В то же время Великобритания, для которой наилучшие шансы на победу обеспечивало экономическое давление на Германию с помощью классических средств морской войны – которое, однако, требовало длительного времени и учета реакции со стороны нейтральных государств, – отказалась от традиционной идеи ближней блокады конкретных портов в пользу дальней и общей, одновременно перейдя от освященного временем строго военного определения контрабанды к предельно расширительному, включающему снабжение продовольствием гражданского населения. Это убийственное давление продолжалось и после объявления перемирия, чтобы гарантировать, что немцы поставят свою подпись под договором в Версале. На эту стратегию измора Германия отреагировала симметрично, воспроизведя британские методы блокады с точностью до мины и, что намного важнее, разработав для этой цели не имевшие аналогов в истории методы подводной войны. В ходе этого военно-морского джиу-джитсу и сопровождающей его взаимной брани обе стороны объявили огромные участки открытого моря «зонами военных действий», куда пассажирские судна и флот нейтральных стран могли заходить только на свой страх и риск. Практически весь корпус права, который до 1914 г. как будто регулировал отношения воюющих сторон друг с другом и с нейтральными государствами во время войны, практически полностью оказался выброшенным за борт, как и должно было произойти, учитывая лежавшие в его основе посылки об ограниченной войне и неизбежную его неспособность предусмотреть изобретение радикально новых видов вооружения, на применении которых обязательно будут настаивать государства, оказавшиеся в состоянии тотальной войны. Фишер и Тирпиц наконец смогли сделать то, что обязательно сделали бы Нельсон и Наполеон, будь у них такая возможность.

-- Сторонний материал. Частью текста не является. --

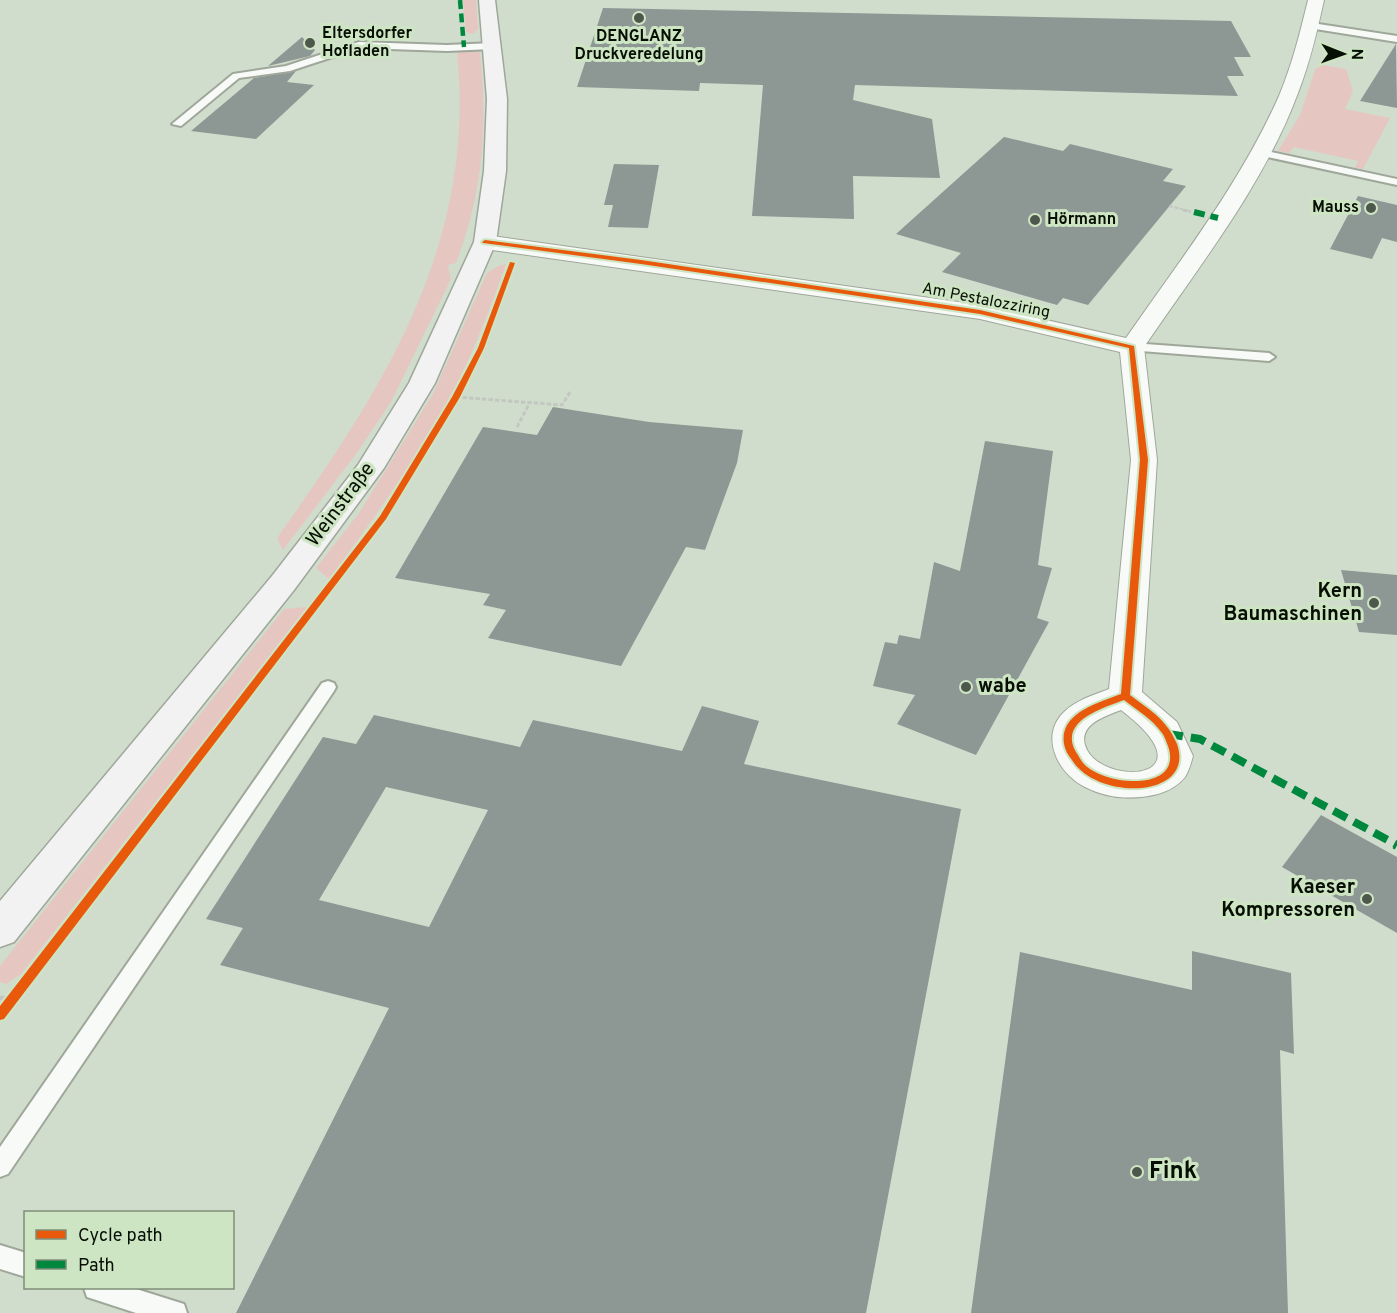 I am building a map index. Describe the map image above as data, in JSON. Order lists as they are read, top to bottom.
{
  "streets": {
    "main road": ["Weinstraße"],
    "street": ["Am Pestalozziring"]
  },
  "crossings": [
    ["Am Pestalozziring", "Weinstraße"]
  ],
  "places": [
    "DENGLANZ Druckveredelung",
    "Eltersdorfer Hofladen",
    "Mauss",
    "Hörmann",
    "Kern Baumaschinen",
    "wabe",
    "Kaeser Kompressoren",
    "Fink"
  ],
  "legend": ["Cycle path", "Path"],
  "north": "right"
}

Так, важнейшая функция новых видов вооружений состояла в том, чтобы сделать возможным для воюющего государства продолжение действий в среде, в противном случае для него недоступной, каким мог бы стать, например, океан для Германии; немецкие подводные лодки продолжали оставаться серьезной угрозой для Великобритании и тогда, когда линкоры Тирпица давно уже потеряли всякое значение. Но были и другие функции, не менее впечатляющие. Отравляющий газ сулил перспективы прорыва в среде, которая становилась все более непроходимой – на плоской равнине. Именно эта перспектива прорыва подтолкнула немецкую армию к тому, чтобы так неблагоразумно применить газ на Западном фронте весной 1915 г.; неблагоразумно отчасти из-за крайней ненависти, которую это средство вызвало по отношению к тем, кто первым его применил, но главным образом из-за того, что противники Германии оказались в полном праве использовать это изобретение, раз кто-то уже это начал. Было ли это «незаконно» или нет – вопрос, вызвавший самые яростные споры. Германия утверждала, что, согласно самому строгому, буквальному прочтению Гаагской декларации в отношении удушающих газов, ее действия не были незаконными. Нельзя отрицать, что такое применение давало повод обвинить применившую сторону в том, что она действовала «в противоречии с обычной практикой ведения войны», но ведь любое новшество ей противоречило, причем совсем немногие из них оставались в данном качестве надолго.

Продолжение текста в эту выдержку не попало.